Segment Start: Data listing

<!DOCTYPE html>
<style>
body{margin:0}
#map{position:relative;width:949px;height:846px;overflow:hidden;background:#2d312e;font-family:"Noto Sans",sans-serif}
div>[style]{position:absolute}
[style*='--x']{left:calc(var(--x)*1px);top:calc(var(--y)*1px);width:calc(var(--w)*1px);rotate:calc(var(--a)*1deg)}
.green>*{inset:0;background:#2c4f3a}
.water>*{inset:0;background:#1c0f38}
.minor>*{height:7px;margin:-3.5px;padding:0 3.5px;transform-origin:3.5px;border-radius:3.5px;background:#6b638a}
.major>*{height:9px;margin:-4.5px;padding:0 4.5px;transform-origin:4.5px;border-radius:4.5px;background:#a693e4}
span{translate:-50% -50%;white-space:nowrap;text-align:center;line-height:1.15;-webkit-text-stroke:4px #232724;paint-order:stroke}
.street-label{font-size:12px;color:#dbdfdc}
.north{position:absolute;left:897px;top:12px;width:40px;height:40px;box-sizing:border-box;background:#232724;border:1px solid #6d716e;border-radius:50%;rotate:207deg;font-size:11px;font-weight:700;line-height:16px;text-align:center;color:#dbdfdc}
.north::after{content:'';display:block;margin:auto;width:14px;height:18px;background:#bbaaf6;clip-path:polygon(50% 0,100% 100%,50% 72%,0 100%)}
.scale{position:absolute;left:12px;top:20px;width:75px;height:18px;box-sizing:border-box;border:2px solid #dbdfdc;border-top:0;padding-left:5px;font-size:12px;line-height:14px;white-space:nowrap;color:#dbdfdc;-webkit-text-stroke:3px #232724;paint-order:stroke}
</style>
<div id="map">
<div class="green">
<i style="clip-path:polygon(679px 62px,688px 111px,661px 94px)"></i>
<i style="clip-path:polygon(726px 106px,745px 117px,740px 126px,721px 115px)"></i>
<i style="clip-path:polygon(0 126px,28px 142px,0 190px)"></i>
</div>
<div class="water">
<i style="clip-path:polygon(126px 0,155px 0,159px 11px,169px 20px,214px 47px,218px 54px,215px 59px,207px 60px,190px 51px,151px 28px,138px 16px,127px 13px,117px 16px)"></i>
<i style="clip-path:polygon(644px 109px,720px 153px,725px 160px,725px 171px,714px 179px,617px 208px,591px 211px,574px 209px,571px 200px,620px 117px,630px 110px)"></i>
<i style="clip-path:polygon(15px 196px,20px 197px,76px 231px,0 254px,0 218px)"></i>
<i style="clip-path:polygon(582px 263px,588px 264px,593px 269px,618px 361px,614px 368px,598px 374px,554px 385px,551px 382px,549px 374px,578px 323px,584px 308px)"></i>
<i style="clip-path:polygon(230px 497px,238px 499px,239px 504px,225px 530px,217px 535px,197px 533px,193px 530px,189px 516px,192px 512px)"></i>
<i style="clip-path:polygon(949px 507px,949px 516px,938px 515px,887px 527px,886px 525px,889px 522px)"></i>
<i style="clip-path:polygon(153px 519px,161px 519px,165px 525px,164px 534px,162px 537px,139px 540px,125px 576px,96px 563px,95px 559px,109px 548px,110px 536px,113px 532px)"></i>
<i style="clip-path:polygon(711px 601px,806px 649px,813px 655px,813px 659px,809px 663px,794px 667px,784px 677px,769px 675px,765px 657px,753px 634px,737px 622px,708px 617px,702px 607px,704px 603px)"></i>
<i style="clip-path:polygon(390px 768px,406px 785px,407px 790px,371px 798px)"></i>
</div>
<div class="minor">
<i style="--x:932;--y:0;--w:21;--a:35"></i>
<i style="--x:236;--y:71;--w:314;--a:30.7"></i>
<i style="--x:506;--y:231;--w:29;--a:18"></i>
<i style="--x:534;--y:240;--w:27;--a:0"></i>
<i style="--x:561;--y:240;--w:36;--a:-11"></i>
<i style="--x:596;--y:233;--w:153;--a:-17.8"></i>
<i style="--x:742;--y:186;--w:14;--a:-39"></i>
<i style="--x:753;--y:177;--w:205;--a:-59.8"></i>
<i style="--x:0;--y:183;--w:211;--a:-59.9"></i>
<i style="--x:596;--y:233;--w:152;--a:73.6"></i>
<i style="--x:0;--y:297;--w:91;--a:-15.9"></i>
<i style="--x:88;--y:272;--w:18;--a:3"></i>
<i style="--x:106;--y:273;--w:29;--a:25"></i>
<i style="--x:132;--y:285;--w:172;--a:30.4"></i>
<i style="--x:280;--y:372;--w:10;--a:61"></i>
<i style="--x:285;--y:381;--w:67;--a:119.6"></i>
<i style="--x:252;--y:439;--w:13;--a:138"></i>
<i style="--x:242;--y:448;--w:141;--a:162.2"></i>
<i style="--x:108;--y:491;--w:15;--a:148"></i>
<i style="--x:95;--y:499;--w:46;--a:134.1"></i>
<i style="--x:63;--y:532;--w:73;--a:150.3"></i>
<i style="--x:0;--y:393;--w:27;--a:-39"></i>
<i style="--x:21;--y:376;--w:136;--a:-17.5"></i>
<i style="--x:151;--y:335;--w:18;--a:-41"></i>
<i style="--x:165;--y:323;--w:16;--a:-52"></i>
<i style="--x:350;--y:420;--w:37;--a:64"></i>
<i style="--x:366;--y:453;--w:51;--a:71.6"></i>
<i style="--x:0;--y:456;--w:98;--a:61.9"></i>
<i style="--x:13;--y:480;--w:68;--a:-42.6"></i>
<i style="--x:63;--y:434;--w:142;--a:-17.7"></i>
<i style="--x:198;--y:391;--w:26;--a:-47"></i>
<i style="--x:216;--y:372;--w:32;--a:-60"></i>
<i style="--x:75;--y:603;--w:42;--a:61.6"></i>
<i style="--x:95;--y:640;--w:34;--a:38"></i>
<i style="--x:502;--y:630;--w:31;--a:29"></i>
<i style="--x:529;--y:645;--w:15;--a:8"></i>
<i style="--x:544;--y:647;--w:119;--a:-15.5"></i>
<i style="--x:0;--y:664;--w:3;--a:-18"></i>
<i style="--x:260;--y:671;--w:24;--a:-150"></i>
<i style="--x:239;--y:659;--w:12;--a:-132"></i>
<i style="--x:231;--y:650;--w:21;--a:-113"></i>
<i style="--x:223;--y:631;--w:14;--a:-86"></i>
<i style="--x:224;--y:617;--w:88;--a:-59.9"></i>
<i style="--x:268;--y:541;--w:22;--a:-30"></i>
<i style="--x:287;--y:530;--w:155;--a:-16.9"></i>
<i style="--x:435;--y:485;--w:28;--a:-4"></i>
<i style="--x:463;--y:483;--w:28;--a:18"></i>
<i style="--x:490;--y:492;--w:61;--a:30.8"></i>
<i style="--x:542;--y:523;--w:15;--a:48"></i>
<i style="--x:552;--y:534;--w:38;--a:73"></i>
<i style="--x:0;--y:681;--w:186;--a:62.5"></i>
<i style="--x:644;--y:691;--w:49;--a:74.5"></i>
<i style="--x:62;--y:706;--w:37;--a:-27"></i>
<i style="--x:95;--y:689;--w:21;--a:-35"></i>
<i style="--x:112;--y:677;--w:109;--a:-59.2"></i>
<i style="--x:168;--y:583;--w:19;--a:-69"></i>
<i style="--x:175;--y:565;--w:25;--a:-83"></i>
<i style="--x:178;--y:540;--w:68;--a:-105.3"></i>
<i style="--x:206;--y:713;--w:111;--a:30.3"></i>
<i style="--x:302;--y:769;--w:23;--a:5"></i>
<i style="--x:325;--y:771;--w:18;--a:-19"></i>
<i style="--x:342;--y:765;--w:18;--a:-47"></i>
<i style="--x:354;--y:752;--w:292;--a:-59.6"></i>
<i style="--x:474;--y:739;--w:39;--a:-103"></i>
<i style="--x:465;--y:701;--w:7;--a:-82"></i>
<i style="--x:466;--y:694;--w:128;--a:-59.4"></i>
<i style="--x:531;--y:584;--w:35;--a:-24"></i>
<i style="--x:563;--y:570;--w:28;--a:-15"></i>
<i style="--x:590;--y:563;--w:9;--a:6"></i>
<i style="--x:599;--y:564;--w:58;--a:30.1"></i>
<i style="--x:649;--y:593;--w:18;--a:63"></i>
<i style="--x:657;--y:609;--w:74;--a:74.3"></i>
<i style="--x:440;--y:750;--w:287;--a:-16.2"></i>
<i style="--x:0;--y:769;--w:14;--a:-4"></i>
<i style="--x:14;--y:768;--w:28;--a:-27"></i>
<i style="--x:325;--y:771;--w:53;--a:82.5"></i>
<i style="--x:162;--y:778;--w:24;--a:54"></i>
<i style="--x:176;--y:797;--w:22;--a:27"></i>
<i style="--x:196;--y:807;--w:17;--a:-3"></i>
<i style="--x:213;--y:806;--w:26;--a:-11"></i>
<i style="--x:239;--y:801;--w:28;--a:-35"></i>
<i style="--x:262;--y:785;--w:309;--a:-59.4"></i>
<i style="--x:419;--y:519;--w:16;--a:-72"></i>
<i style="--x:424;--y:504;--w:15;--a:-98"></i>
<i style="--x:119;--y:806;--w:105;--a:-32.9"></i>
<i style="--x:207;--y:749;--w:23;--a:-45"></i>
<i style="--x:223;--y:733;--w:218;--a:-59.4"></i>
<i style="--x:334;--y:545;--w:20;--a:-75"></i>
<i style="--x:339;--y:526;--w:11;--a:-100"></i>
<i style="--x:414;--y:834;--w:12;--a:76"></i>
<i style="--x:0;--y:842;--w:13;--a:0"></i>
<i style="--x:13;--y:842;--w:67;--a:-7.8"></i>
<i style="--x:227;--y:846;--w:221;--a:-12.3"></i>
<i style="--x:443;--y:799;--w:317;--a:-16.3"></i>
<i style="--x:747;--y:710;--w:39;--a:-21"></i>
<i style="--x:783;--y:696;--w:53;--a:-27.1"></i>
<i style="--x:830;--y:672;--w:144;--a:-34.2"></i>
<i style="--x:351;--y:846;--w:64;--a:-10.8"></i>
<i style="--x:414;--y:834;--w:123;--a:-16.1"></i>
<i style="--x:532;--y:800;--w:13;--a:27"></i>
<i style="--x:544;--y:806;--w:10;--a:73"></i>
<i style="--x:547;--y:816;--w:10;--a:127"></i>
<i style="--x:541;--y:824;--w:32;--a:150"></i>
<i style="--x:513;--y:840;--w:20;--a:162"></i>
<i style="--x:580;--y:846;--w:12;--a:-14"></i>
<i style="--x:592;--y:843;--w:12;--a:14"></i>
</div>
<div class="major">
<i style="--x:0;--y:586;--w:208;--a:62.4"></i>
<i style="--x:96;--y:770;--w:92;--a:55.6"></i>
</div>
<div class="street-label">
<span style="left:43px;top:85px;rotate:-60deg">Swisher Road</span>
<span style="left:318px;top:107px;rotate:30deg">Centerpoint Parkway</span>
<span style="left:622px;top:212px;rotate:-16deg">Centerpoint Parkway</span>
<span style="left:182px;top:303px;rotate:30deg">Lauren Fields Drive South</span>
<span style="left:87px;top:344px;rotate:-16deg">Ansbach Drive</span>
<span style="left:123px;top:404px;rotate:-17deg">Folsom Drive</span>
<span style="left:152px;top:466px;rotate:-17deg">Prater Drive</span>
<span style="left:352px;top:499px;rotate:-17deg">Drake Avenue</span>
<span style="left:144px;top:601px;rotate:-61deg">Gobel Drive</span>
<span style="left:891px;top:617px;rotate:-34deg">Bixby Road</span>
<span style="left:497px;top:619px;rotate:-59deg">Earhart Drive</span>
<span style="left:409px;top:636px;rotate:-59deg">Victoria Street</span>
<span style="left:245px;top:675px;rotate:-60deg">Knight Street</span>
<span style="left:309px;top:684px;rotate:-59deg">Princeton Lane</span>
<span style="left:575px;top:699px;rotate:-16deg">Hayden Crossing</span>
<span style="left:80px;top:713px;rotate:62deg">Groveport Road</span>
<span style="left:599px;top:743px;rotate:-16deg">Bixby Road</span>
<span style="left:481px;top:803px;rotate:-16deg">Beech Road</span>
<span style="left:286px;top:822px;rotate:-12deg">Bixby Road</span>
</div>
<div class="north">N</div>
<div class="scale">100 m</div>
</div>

Segment End: Data listing

## Exercise aim
Among the lines of the data, identify those with the word "inset". Copy each of them.

## Task output
.green>*{inset:0;background:#2c4f3a}
.water>*{inset:0;background:#1c0f38}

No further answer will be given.